▼

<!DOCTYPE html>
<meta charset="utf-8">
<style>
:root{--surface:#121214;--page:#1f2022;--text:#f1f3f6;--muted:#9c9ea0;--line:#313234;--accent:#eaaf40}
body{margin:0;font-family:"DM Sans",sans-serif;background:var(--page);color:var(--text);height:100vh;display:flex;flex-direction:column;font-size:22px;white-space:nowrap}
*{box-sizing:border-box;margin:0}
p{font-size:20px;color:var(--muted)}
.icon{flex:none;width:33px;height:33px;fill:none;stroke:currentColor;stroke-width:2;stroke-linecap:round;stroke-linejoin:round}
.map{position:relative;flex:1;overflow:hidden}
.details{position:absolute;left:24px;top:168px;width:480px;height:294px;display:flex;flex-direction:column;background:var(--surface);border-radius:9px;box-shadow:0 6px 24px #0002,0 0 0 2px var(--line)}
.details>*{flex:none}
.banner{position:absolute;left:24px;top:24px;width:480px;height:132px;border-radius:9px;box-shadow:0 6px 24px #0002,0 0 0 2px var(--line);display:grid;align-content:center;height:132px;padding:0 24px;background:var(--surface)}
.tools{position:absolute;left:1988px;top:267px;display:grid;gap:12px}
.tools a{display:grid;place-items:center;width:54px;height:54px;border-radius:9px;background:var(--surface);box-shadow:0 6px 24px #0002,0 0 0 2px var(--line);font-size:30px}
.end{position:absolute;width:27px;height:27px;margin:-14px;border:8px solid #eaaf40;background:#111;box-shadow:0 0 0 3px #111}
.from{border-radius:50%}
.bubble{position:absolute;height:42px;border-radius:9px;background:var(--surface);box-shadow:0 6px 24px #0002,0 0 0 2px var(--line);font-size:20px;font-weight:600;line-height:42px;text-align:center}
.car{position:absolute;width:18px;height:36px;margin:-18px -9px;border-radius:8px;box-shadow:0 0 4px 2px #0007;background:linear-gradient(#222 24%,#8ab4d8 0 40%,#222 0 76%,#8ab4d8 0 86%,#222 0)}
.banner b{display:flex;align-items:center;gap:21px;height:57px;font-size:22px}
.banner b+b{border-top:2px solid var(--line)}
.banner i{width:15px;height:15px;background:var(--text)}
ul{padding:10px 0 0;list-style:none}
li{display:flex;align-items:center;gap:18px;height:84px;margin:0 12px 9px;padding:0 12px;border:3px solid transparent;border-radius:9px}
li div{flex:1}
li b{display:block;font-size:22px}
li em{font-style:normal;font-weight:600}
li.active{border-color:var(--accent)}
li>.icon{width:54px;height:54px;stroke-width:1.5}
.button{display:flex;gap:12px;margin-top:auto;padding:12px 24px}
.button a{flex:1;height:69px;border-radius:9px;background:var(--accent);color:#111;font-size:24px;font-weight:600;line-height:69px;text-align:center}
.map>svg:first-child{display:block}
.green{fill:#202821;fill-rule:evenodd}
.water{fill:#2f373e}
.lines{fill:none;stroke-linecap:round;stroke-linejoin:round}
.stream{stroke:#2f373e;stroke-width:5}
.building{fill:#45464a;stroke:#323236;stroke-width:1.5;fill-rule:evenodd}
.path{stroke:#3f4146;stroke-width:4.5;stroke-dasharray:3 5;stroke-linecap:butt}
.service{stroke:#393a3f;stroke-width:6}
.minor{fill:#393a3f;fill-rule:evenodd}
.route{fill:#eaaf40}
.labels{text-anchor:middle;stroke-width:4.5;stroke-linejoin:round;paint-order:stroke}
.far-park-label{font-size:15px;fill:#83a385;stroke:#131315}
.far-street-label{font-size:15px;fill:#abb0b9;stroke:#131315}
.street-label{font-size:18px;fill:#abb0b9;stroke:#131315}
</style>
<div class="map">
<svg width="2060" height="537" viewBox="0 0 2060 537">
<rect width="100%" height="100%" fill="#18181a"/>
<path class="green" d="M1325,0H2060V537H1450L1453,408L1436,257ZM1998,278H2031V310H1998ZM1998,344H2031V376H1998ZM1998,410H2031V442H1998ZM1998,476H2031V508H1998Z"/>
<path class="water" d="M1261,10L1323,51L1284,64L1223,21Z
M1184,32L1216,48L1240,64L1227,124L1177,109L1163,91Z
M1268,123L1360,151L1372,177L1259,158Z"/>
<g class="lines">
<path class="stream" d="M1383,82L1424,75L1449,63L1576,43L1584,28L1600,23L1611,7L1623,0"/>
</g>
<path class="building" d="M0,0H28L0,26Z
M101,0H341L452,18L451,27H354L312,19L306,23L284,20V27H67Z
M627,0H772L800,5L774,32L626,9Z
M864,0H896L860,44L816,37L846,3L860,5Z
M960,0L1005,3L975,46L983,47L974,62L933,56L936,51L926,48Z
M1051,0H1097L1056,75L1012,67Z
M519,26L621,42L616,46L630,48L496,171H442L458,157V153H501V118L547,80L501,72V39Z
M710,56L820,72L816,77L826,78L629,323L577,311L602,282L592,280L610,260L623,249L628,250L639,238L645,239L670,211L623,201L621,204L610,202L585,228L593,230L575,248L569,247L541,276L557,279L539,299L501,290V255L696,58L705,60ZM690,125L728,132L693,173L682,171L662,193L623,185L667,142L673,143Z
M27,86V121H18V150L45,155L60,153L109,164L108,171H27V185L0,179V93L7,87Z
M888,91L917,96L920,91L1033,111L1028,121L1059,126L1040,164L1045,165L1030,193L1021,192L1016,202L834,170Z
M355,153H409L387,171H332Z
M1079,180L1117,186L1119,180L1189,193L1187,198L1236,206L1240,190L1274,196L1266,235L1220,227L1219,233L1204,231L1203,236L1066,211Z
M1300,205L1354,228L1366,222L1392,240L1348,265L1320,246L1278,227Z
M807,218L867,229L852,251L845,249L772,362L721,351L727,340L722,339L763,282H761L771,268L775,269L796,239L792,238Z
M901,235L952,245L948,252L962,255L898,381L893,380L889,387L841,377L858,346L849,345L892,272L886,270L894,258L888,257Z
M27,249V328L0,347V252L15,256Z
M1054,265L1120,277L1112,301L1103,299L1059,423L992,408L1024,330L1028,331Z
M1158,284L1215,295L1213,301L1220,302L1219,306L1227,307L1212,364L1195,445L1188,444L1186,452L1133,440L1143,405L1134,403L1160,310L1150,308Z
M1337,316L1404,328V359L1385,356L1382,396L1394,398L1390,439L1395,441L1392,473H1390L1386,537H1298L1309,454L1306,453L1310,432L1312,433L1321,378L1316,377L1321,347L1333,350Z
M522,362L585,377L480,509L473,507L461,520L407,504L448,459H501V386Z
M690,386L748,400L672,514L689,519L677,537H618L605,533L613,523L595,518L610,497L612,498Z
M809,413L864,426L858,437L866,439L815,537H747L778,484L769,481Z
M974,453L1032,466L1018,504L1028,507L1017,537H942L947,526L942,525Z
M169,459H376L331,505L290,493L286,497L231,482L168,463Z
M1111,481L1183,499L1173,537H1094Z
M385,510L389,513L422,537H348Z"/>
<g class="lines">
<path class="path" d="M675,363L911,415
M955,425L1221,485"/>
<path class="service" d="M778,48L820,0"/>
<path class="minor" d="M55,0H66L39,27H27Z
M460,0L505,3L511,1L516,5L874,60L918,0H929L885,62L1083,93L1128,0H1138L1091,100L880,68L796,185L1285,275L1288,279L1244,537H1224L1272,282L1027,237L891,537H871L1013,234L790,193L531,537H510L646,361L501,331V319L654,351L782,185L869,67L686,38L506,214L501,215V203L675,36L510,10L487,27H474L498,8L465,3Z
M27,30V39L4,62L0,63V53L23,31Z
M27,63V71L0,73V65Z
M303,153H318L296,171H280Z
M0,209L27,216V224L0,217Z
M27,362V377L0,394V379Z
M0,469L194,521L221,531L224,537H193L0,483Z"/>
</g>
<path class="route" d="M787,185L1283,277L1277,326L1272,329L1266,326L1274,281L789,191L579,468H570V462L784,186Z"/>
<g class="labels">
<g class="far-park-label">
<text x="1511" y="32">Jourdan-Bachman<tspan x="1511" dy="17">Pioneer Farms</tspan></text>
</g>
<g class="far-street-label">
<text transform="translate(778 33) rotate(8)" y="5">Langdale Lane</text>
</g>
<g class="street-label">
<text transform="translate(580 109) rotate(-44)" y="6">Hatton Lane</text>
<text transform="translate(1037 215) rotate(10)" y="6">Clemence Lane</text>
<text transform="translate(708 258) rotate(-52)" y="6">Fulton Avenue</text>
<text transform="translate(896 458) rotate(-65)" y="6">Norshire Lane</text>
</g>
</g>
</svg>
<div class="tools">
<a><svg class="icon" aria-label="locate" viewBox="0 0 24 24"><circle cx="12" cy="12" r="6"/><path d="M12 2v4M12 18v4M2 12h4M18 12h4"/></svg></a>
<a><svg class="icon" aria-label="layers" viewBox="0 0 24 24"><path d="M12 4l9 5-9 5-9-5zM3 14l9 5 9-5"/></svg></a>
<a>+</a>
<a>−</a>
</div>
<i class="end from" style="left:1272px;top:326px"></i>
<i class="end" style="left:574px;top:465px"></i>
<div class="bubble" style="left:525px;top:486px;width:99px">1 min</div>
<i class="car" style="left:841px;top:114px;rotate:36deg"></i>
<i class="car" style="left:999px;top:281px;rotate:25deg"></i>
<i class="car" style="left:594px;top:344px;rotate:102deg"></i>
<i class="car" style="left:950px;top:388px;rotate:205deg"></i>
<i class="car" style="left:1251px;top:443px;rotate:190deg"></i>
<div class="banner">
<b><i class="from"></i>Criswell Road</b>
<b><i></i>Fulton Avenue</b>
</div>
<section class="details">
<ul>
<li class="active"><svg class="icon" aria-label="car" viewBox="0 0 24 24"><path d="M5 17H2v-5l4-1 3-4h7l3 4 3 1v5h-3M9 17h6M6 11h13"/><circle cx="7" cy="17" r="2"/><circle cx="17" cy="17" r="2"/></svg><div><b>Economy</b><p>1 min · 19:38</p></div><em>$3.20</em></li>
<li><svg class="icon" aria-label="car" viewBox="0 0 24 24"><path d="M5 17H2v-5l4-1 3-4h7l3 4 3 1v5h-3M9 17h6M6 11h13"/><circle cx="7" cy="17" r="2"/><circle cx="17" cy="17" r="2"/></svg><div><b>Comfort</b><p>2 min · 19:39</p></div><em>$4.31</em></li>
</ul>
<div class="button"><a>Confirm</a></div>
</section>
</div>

▲

Task to complete = Show the lines above that include "none".

Result for this exercise =
.icon{flex:none;width:33px;height:33px;fill:none;stroke:currentColor;stroke-width:2;stroke-linecap:round;stroke-linejoin:round}
.details>*{flex:none}
ul{padding:10px 0 0;list-style:none}
.lines{fill:none;stroke-linecap:round;stroke-linejoin:round}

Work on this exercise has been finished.